It is therefore an object of the present invention to provide a pitch
post-filter and method which utilizes future and past information for at
least some of the subframes.
In accordance with a preferred embodiment of the present invention, the
pitch post-filter receives a frame of synthesized speech and, for each
subframe of the frame of synthesized speech, produces a signal which is a
function of the subframe and of windows of earlier and later synthesized
speech. Each window is utilized only when it provides an acceptable match
to the subframe.
Specifically, in accordance with a preferred embodiment of the present
invention, the pitch post-filter matches a window of earlier synthesized
speech to the subframe and then accepts the matched window of earlier
synthesized speech only if the error between the subframe and a weighted
version of the window is small. If there is enough later synthesized
speech, the pitch post-filter also matches a window of later synthesized
speech and accepts it if its error is low.

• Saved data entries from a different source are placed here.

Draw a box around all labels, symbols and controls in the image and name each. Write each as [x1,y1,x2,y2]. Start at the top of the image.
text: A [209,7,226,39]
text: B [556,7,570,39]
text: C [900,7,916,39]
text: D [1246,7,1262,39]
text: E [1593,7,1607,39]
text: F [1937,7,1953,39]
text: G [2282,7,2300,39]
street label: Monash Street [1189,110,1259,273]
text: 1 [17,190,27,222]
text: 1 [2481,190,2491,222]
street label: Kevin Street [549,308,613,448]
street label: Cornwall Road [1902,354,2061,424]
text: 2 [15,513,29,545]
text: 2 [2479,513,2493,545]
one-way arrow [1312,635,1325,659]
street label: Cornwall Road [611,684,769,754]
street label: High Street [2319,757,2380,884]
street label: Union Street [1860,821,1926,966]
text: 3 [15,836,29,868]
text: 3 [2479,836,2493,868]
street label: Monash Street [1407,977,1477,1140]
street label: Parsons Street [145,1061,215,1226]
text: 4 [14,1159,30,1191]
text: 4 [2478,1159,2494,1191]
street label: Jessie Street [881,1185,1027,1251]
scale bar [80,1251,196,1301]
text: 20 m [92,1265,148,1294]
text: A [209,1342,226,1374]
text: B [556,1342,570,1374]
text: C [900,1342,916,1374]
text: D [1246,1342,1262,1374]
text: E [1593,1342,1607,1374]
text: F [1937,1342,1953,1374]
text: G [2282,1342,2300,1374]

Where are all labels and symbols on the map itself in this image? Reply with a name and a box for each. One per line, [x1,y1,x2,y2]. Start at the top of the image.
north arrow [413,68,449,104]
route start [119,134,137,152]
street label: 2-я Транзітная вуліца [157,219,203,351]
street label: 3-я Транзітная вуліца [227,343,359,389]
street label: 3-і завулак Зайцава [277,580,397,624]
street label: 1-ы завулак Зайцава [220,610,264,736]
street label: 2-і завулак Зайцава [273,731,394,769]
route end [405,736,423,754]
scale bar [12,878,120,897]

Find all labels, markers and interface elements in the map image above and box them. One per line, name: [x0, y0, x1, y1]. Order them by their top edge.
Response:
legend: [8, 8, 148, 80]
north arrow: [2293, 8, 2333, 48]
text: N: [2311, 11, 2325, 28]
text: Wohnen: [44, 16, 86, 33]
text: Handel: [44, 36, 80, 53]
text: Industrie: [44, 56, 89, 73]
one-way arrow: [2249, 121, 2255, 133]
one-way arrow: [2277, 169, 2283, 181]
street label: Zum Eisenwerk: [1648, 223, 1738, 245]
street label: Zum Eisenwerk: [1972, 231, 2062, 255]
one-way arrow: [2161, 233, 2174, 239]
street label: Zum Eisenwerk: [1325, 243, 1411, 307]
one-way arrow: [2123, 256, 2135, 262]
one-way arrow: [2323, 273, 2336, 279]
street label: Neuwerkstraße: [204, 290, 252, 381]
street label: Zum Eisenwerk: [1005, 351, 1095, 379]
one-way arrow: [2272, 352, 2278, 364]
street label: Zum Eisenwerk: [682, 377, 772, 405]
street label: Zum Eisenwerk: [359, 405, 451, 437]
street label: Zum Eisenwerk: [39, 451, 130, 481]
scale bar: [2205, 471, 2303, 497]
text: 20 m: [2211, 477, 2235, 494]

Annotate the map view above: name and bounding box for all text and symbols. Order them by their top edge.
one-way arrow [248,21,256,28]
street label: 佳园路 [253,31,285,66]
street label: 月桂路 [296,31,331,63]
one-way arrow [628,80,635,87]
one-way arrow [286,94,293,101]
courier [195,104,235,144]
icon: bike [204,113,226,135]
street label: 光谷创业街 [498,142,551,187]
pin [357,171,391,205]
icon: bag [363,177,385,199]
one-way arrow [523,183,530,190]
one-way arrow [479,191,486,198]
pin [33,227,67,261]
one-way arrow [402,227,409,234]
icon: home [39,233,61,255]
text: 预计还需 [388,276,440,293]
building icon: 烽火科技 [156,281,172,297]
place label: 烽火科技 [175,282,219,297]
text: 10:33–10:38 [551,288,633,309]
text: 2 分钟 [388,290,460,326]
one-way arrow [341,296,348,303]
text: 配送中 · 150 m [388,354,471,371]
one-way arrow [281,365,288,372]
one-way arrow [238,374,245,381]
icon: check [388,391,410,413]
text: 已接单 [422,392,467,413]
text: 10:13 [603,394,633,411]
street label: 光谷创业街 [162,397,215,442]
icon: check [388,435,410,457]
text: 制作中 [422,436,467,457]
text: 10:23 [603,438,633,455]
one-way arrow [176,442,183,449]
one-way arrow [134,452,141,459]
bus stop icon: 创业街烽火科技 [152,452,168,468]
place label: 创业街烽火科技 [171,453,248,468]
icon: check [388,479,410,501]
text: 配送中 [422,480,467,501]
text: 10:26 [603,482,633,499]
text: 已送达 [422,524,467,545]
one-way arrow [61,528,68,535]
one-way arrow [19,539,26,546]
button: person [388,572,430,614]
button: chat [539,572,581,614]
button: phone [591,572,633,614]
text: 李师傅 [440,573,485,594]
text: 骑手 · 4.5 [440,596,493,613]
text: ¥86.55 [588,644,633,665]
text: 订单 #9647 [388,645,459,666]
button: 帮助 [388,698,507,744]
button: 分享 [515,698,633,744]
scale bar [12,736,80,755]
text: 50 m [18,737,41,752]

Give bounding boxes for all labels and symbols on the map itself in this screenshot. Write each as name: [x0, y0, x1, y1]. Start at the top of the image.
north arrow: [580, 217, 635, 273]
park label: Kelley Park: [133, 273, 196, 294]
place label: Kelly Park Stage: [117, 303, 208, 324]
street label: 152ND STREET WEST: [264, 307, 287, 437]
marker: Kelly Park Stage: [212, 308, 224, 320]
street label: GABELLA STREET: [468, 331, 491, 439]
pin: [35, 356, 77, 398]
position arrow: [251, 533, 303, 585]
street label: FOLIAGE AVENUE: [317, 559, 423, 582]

The output signal is then a
function of the subframe and the windows of earlier and later synthesized
speech, if they have been accepted.
Furthermore, in accordance with a preferred embodiment of the present
invention, the matching involves determining an earlier and later gain for
the windows of earlier and later synthesized speech, respectively.
Still further, in accordance with a preferred embodiment of the present
invention, the function for the output signal is the sum of the subframe,
the earlier window of synthesized speech weighted by the earlier gain and
a first enabling weight, and the later window of synthesized speech
weighted by the later gain and a second enabling weight.
Finally, in accordance with a preferred embodiment of the present
invention, the first and second enabling weights depend on the results of
the steps of accepting.
BRIEF DESCRIPTION OF THE DRAWINGS
The present invention will be understood and appreciated more fully from
the following detailed description taken in conjunction with the drawings
in which:
FIG. 1 is a block diagram illustration of a system having the pitch
post-filter of the present invention;
FIG. 2 is a schematic illustration useful in understanding the pitch
post-filter of FIG. 1; and
FIG. 3 (sheets 3/1, 3/2 and 3/3) is a flow chart illustration of the
operations of the pitch post-filter of FIG. 1.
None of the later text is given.